Vishal Bhardwaj takes a huge plunge into whirlpools of Latino stylized musical thrust as music runs loud, vocalist croons out emotions while chorals takes centre-stage in chartbusting delight “Jee Lee”. After sassy “Don’t I love or do I love you” (SUPERSTAR), Adnan Sami modulates to perfection in this “cruise-carnival” feast with Shreya Ghoshal adding mesmerizing tones with her svelte rendition. Munna Dhiman’s wording may not be “out-of-world” but certainly delightfully penned with the ecstatic mood of the track. The number is surely be chartbusting success and likely to be next feverish punch on the floors with it ever growing promotion.
Jaspinder Narula did a fantabolous job with the title track “Pyar to Hona Hi Tha” (PYAR TO HONA HI THA) with her uncharacteristically westernized vocal flair and now it’s Shreya Ghoshal softening her vocal textures into another gem of “true-blue” soft rock title track “U Me Aur Hum”. Its supple romantic overtures are gesticulated with fine blend of intrinsically westernized connotations in the backdrop (similar to “Humko Chhone Paas Aaye” (ZINDAGI ROCKS)) while Dhiman’s precariously sentimental wordings are sheer delight. The second version has Vishal Bharadwaj in his sonorous baritones (similar to his previous “O Saathi Re” (OMKARA)) to create a serene wave of emotion, well suited for background score demands. Like recently heard “Main Chali” (BLACK & WHITE), Shreya Ghoshal’s version proves to be much superior choice to her contemporaries work and will surely be encouraging factor in album’s sales.
Kajol’s ever-inimitable “Mere Khwabon Mein” (DILWALE DULHANIYE LE JAYENGE) had countless clones in past and now “Saiyaan” arrives in the marquee with no big thump. This dreamy passion for “dream-boy” sounds lackluster for its insipidly punched “Saheli-Paheli” phraseology coupled with mediocre arrangements, making it strictly on-screen track for Kajol fan club. Sunidhi Chauhan’s sparkling variations and chirpy modulations fails to find the desired concoction of frivolously penned wordings and energized trendy musical thrust.

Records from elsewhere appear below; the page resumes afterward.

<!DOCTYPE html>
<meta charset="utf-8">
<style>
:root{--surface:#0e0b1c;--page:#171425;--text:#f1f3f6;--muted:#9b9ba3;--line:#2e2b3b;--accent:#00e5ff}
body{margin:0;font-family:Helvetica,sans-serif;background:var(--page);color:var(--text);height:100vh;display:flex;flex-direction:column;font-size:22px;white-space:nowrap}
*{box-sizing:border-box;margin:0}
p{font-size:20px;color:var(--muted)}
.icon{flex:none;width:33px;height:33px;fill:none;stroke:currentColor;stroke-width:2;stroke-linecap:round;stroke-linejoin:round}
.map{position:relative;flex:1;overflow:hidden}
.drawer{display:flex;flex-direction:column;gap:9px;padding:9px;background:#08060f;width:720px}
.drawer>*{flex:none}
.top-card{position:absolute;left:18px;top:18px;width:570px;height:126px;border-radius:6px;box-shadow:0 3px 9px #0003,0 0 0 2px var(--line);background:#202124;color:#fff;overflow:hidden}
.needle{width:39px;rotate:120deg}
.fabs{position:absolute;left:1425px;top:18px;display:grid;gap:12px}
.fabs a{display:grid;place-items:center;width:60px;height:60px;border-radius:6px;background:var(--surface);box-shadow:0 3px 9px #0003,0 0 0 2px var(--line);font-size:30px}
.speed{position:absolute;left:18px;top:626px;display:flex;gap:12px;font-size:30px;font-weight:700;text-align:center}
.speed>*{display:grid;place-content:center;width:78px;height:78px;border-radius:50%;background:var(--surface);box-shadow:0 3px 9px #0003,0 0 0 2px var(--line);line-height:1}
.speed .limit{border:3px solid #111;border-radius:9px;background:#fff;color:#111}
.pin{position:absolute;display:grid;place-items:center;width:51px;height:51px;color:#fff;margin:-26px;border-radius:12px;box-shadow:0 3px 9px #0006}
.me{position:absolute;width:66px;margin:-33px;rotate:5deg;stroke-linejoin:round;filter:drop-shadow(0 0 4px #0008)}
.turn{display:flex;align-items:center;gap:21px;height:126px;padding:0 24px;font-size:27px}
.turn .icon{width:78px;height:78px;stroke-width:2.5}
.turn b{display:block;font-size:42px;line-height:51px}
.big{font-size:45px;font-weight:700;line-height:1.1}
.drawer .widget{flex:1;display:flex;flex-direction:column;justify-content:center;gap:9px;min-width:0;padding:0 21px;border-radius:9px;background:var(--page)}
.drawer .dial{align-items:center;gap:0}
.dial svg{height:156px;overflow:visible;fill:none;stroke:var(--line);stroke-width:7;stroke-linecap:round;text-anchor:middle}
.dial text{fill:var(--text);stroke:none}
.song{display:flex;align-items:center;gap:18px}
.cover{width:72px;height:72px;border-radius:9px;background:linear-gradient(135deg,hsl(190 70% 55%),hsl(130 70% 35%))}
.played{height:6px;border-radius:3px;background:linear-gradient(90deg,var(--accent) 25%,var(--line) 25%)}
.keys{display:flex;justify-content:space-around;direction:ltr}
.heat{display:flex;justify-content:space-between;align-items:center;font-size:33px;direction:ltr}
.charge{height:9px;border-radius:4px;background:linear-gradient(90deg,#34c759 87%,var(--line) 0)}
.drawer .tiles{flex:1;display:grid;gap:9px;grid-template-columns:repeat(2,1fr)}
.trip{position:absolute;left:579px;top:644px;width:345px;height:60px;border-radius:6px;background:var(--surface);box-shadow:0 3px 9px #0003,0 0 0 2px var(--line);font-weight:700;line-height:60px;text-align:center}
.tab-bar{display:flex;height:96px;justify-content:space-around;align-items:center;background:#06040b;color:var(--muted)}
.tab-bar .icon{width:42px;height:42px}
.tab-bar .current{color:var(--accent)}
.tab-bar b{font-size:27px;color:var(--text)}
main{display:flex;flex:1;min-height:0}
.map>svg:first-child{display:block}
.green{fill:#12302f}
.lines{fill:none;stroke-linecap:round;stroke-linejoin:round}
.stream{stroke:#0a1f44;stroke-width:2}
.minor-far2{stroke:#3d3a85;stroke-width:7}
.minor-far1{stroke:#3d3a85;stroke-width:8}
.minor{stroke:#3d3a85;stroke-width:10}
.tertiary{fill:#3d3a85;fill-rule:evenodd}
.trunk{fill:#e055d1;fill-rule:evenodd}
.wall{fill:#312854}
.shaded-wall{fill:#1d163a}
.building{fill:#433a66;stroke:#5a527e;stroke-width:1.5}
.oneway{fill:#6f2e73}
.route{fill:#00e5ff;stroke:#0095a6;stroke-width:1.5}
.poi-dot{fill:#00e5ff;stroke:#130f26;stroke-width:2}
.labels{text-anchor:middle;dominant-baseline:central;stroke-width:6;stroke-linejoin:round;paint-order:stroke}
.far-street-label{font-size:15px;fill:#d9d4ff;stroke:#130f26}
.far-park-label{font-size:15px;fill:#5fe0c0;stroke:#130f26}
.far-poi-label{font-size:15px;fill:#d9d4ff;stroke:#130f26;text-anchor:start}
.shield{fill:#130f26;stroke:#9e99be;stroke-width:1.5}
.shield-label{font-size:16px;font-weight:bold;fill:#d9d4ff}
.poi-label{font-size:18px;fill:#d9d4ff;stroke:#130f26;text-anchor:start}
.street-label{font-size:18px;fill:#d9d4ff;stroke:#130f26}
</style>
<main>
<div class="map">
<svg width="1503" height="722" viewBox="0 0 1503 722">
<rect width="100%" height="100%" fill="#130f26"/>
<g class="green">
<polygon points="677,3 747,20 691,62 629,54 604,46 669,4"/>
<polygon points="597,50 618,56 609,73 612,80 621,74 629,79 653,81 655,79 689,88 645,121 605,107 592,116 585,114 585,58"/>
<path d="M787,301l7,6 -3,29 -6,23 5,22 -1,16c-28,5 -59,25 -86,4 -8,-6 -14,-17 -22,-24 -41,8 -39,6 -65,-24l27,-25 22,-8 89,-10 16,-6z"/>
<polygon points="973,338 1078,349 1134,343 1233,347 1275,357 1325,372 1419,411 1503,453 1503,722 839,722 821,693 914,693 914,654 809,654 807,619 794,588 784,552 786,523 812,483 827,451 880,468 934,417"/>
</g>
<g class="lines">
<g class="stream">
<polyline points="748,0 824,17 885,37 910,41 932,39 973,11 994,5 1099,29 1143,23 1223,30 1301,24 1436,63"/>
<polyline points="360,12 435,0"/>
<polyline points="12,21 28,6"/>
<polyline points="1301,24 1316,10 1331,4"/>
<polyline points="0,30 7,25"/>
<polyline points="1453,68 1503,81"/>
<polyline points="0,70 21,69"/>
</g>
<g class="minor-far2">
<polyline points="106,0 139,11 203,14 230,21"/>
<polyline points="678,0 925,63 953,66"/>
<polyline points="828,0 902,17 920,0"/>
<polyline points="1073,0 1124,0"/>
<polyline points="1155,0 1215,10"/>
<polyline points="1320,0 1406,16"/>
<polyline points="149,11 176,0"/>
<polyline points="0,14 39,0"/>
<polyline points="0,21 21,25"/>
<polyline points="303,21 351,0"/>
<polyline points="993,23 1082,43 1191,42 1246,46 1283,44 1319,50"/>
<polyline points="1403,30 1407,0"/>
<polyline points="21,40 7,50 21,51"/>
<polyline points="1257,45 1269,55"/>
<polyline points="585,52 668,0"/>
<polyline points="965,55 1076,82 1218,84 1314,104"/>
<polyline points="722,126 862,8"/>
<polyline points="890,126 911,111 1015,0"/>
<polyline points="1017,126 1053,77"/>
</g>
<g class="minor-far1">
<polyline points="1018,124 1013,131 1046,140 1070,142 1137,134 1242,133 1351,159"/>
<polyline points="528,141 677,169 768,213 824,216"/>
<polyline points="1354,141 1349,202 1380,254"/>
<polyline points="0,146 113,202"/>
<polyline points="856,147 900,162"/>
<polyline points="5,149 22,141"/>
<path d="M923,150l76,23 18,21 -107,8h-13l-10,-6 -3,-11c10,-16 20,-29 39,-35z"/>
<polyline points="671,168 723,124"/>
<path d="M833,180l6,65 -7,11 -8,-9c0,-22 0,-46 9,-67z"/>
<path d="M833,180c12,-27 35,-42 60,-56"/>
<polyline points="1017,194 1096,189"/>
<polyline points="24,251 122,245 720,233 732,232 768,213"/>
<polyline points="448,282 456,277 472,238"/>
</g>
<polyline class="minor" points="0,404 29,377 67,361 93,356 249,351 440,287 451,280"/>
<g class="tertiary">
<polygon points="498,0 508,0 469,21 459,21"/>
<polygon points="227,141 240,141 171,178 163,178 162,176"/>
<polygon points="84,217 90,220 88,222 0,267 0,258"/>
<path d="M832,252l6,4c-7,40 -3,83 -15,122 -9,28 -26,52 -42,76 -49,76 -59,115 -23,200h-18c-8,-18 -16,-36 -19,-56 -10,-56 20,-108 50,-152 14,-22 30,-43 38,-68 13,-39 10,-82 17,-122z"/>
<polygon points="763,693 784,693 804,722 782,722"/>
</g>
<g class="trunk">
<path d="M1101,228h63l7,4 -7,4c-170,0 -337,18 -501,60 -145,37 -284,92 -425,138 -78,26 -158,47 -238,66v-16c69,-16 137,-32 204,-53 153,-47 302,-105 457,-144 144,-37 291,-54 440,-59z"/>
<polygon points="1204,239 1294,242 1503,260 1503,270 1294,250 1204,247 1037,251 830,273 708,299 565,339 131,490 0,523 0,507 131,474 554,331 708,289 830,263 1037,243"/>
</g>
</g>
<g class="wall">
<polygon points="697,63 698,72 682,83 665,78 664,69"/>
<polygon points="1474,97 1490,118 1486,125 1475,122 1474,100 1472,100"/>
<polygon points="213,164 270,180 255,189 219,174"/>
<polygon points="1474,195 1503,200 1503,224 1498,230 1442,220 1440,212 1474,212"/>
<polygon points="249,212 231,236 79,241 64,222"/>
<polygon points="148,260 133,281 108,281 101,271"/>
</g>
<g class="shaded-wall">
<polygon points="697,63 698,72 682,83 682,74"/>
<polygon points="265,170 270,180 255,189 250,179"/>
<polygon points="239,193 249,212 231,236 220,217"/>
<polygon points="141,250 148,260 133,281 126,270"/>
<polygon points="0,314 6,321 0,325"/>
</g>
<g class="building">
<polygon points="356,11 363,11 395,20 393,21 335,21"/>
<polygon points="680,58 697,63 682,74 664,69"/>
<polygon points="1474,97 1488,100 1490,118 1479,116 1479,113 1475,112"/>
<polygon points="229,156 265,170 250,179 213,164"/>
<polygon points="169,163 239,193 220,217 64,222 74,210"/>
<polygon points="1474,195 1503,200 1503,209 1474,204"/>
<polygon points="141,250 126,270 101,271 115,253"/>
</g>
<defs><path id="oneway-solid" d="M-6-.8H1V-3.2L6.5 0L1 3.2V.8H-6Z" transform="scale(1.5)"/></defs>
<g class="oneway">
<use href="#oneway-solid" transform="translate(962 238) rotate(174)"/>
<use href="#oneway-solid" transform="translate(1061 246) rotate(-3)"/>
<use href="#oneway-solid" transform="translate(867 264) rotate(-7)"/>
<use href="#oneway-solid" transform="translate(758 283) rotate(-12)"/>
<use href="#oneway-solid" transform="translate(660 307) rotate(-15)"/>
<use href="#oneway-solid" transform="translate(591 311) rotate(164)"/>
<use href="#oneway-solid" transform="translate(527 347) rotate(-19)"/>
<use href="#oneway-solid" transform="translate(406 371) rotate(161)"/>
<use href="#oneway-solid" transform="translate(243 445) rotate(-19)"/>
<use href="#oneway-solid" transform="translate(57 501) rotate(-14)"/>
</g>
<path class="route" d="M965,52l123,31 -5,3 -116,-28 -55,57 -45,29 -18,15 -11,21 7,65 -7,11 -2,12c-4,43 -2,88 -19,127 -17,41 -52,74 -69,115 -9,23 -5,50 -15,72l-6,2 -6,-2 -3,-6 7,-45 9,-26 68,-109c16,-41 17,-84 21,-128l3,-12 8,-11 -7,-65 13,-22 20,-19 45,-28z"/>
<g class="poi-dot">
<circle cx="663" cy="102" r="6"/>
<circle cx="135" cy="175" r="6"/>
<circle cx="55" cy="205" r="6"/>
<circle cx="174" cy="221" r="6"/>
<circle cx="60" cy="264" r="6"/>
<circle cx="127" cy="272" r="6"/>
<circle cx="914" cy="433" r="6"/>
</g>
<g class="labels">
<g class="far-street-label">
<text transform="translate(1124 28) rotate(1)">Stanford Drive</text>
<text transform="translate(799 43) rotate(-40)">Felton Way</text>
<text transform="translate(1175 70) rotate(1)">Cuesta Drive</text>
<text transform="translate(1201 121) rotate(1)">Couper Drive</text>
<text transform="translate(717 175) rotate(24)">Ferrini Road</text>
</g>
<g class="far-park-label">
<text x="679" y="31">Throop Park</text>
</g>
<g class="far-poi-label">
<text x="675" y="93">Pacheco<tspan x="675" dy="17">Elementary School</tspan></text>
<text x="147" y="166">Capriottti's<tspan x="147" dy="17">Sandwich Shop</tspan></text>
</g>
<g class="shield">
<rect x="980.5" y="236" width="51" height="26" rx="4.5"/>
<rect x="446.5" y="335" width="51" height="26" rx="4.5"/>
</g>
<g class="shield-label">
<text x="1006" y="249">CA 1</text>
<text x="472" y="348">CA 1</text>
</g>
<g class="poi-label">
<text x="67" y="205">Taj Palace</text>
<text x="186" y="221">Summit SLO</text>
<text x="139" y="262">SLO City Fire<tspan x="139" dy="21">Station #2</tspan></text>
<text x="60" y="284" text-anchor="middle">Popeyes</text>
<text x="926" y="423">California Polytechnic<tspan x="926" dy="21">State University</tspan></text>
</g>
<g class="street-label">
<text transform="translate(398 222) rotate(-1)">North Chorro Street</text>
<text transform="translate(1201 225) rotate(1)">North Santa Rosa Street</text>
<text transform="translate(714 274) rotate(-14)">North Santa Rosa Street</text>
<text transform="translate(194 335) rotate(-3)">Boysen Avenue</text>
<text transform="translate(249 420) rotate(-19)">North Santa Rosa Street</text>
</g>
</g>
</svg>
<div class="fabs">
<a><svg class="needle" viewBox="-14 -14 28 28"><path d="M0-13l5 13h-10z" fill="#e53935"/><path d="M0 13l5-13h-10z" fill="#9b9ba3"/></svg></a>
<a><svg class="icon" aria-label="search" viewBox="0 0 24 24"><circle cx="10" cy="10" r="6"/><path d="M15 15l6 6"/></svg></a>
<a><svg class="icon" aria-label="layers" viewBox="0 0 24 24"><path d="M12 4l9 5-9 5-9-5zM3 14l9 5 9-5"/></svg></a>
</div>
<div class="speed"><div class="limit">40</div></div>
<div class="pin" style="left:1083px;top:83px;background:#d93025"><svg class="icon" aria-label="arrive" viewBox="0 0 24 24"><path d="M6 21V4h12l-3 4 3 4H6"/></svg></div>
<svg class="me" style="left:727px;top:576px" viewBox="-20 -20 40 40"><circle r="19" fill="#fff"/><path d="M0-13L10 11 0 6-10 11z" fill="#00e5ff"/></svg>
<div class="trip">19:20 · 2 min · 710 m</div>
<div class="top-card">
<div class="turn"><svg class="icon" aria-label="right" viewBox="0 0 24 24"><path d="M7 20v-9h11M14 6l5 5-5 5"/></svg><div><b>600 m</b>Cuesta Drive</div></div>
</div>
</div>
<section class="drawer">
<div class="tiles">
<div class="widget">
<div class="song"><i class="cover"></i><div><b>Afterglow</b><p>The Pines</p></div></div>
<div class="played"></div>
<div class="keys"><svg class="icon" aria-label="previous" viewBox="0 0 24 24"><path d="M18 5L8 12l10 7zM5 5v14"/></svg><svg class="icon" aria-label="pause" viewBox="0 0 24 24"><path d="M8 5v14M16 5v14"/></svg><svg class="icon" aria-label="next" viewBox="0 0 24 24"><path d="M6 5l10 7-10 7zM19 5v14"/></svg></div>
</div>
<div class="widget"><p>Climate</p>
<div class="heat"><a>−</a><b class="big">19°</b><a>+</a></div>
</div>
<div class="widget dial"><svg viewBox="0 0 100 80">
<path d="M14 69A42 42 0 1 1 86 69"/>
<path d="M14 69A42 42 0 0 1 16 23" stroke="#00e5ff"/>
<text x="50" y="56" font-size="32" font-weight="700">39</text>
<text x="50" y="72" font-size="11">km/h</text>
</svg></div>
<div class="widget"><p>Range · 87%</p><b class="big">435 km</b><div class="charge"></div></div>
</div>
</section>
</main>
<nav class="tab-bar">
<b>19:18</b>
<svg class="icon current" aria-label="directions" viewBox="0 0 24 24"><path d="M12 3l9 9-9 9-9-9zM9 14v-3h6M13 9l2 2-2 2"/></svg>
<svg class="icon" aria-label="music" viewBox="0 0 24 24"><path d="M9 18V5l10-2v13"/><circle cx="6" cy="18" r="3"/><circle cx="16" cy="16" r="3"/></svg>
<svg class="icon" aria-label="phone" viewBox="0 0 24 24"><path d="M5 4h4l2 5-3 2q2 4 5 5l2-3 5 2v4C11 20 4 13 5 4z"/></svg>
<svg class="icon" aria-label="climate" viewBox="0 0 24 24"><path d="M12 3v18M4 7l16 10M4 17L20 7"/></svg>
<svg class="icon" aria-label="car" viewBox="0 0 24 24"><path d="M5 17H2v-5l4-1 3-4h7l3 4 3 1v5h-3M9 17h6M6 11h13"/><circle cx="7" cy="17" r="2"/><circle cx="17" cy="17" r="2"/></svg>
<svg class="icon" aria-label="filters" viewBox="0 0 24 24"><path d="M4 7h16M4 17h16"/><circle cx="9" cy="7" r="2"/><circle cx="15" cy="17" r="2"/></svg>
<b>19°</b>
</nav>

Bharadwaj goes Pritam’s way for his “Halka Halka” (CHOCOLATE) signature tunes in the prelude in “Phatte”, another mediocre sounding track about lively carnival feast in customary “bhangra” lingo punches. Adnan Sami along with Sunidhi Chauhan gets into intoxicating singing mood but the “masti” and buzz is strikingly missing and with wishy-washy wordings, it’s a completely average affair. Vishal Bharadwaj had colossal success in imbibing traits of “nautanki” mood into electronic beat structures in “Beedi” and “Beedi” (OMKARA) but the magic is completely missing with “bhangra” impulsive and racy punches.
After enthralling “Jee Lee”, Adnan Sami and Shreya Ghoshal gets into another “masti” filled singing act in thriving and infectiously pulsating situational love track “Dil Dhakda Hai”. The sluggish periodic rhythmic beating with chirpy percussions has stylish 80’s pop touches with dash of hip-hop works. The playful argumentative musical work has hilarious tones in its “good-humored” phrases but the entertainment is strictly situational and shoulders on to the comical timings of the lead players.
U ME AUR HUM is an average sounding entertaining album that promises some upbeat musical works in the form of numbers like “Jee Lee”, “U Me Aur Hum” and “Dil Dhakda Hai”. Vishal Bharadwaj’s work fails to notch up any new boundaries in marquee but surely is urbane listener’s delight.